2 Minutes with Christophe Caloz
September 24, 2013
With consumers looking for wireless communications that are fast, reliable and omnipresent, radio and communication engineers face ever-growing challenges in meeting demand. In short, the wireless spectrum is getting overcrowded, making bandwidth more expensive and slowing down data. There’s a demand for radio solutions that offer higher processing efficiency than the digital signal processing currently in use.
Christophe Caloz is a research leader in the field of electromagnetic engineering who is developing a new generation of artificial semiconductor substances that are engineered to perform functions not possible with naturally occurring materials.
Our research meets three basic criteria: novelty, utility and depth, and we believe that it is by working at the intersection of these three circles that we are able to optimally fulfill our mission for Canadian taxpayers.
Our group is active in radio science and wireless technology, and our research can be divided into two main streams: on the one hand, electromagnetic metamaterials and, on the other hand, real-time radio. A metamaterial is an artificial material composed of small particles that play the role that atoms or molecules play in conventional materials, but that have properties not found in atoms or molecules. These artificial molecules can take many different forms, at different scales, namely milli, micro and nanometer. They can be composed of various substances, which themselves have various properties. Consequently, these metamaterials are much lighter, more compact, compatible with integrated circuits and capable of reaching virtually unlimited frequencies.
Our second research stream is based on a fundamental property of metamaterials, dispersion, whereby the index of refraction and therefore the induced phase are strongly dependent on the frequency of the signal. We are now able, for the first time, to very precisely control this phase function through new components called phasers.

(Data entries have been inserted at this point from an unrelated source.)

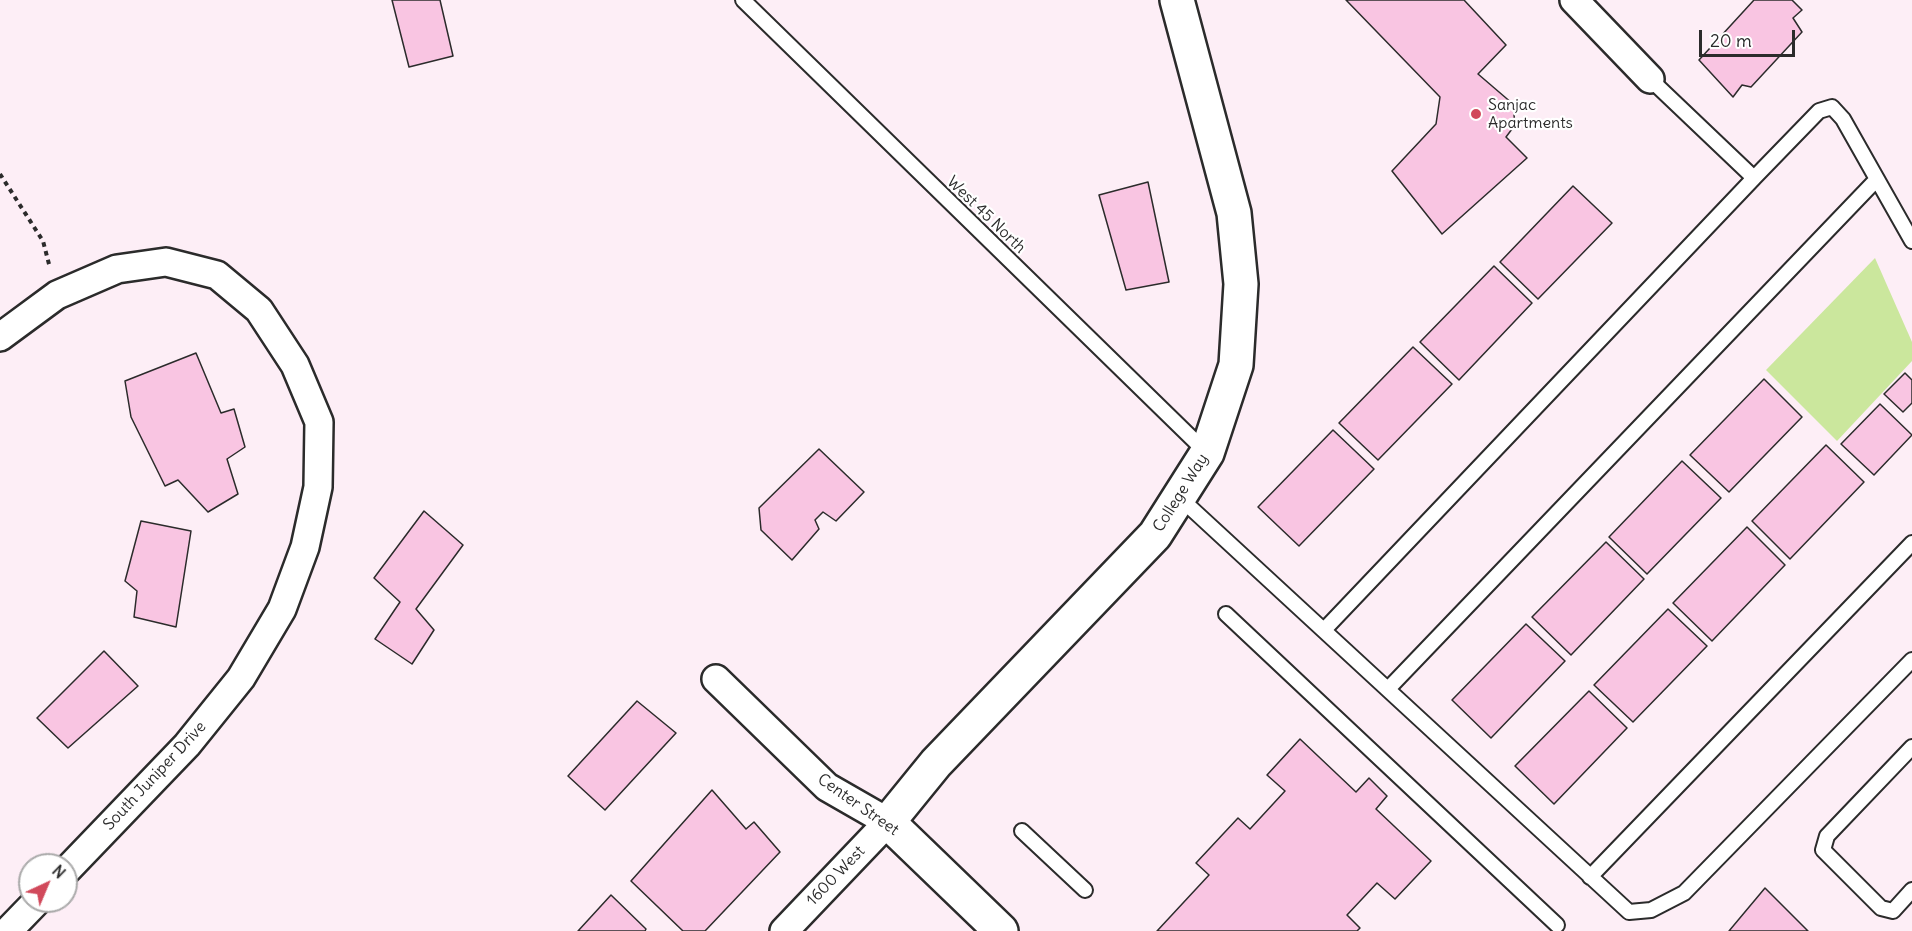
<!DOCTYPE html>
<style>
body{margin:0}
#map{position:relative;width:1912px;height:931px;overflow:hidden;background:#fdeef6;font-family:Delius,sans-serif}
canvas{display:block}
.north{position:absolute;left:18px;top:853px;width:60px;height:60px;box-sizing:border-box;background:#fff;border:2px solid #aaa;border-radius:50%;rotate:44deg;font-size:16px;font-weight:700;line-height:24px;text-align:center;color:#2b2b2b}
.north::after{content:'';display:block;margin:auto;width:21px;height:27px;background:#d1495b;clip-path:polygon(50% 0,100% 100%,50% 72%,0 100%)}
.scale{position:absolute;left:1699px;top:30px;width:96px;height:27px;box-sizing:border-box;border:3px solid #2b2b2b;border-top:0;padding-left:8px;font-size:18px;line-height:21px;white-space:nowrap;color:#2b2b2b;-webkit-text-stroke:4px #fff;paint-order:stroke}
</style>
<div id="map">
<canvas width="1912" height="931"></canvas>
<div class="north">N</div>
<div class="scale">20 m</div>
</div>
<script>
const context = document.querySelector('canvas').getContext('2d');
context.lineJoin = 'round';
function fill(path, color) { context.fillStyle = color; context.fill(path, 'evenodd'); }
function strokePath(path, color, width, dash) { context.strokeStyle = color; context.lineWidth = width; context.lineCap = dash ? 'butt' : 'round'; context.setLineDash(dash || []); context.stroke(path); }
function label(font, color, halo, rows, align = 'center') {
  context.font = font + ' Delius,sans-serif'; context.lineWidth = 4.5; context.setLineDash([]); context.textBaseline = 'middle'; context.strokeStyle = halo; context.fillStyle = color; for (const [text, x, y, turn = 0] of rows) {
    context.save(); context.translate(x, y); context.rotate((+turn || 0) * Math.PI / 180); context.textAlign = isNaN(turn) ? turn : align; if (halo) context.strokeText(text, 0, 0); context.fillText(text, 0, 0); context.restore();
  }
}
const green = new Path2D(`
 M1875 258 1912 342V361L1837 441 1766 370Z`);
const building = new Path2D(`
 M392 0H440L453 56 409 67Z
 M1346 0H1464L1506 45 1478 74 1513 104 1515 125 1506 137 1527 158 1442 234 1392 171 1436 124 1440 97Z
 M1754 0H1792L1802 10 1793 18 1802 32 1751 87 1742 85 1733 97 1699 60Z
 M1148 182 1169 282 1126 290 1099 195Z
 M1573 186 1612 223 1538 299 1500 262Z
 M1494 266 1532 303 1459 380 1420 342Z
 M1413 347 1452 384 1378 460 1339 423Z
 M196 353 221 413 234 409 245 447 227 459 238 494 208 512 178 480 165 486 131 417 125 381Z
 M1905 373 1912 380V403L1903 412 1884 394Z
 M1764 379 1802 417 1729 492 1690 455Z
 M1880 404 1912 435 1874 475 1841 444Z
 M1333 430 1374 469 1299 546 1258 507Z
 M1826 445 1864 482 1790 559 1752 521Z
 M819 449 864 492 836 521 823 512 815 520 819 529 792 560 761 530 759 508Z
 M1682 461 1721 498 1647 574 1609 537Z
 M424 511 463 545 416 609 434 630 412 664 375 639 400 602 374 578Z
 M141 521 191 531 176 627 134 617 137 591 125 581Z
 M1747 527 1785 565 1712 641 1673 603Z
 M1606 542 1644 579 1571 655 1532 617Z
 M1668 609 1707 646 1633 722 1594 685Z
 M1526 624 1565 661 1491 738 1452 700Z
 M104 651 138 686 68 748 37 718Z
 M1589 691 1627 728 1554 804 1515 766Z
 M637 701 676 733 605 810 568 776Z
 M1300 739 1356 792 1369 778 1387 796 1376 809 1431 861 1395 899 1377 883 1347 915 1360 928 1357 931H1157L1209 875 1196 863 1238 818 1250 829 1285 791 1267 775Z
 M712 790 746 829 754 822 780 852 705 931H683L631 881Z
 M1765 888 1808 931H1729Z
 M611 895 646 929 645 931H578Z`);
const path = new Path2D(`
 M0 174 43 241 50 268`);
const service = new Path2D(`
 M743 0 1207 453
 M1650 79 1754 178 1819 111 1832 107 1843 119 1912 241
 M1179 497 1629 912 1651 910 1684 893 1912 660
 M1226 614 1557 925
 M1324 630 1754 178
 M1388 689 1877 179
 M1912 747 1827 836 1823 850 1881 908 1893 911 1912 890
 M1022 831 1085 890
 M1590 877 1912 543`);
const minor = new Path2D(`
 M1574 0 1650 79
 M0 337 57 295 117 269 166 262 217 275 259 310 295 365 319 422 318 487 305 547 282 609 241 678 187 745 66 871
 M716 679 827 787 888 822 784 931
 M8 931 37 901`);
const secondary = new Path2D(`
 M1001 931 888 822 936 763 1155 535 1207 453 1236 365 1241 284 1234 213 1177 0`);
const markers = [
 [1476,114,6,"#d1495b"]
];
const poiNames = [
 ["Sanjac",1488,105],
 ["Apartments",1488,123]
];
const streetNames = [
 ["West 45 North",986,215,44],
 ["College Way",1181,493,-58],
 ["South Juniper Drive",155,776,-47],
 ["Center Street",858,805,35],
 ["1600 West",836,876,-46]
];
fill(green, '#cbe79d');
fill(building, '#f9c5e2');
strokePath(building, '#2b2b2b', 1.5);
strokePath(service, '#2b2b2b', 18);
strokePath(minor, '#2b2b2b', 32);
strokePath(secondary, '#2b2b2b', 38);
strokePath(path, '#2b2b2b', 4, [4.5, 4.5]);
strokePath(service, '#fff', 14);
strokePath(minor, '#fff', 27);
strokePath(secondary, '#fff', 33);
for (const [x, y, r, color] of markers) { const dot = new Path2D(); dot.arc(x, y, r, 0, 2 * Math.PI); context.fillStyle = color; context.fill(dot); strokePath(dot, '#fff', 2); }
label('16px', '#2b2b2b', '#fff', poiNames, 'left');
label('16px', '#2b2b2b', '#fff', streetNames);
</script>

Here we have an example of phasers used in waveguide technology or planar technology. As you can see, some of them are in the form of small chips and can be easily inserted into a portable, phone for instance. Existing communications systems operate at frequencies of one to five gigahertz and are heavily based on digital technology. The problem is that transmission channels are very congested at those frequencies. To achieve far greater capabilities, we have to use much higher frequencies, but at such frequencies digital technology is ineffective or no longer works. We must therefore enter a new paradigm and that is precisely what our real-time radio will offer in the future.
NSERC funding is vital to the advancement of research in Canada. It is critical to medium- and long-term research, which will allow us to shape the science and technology landscape of tomorrow. From that perspective, NSERC offers excellent programs that are the envy of many of our international colleagues.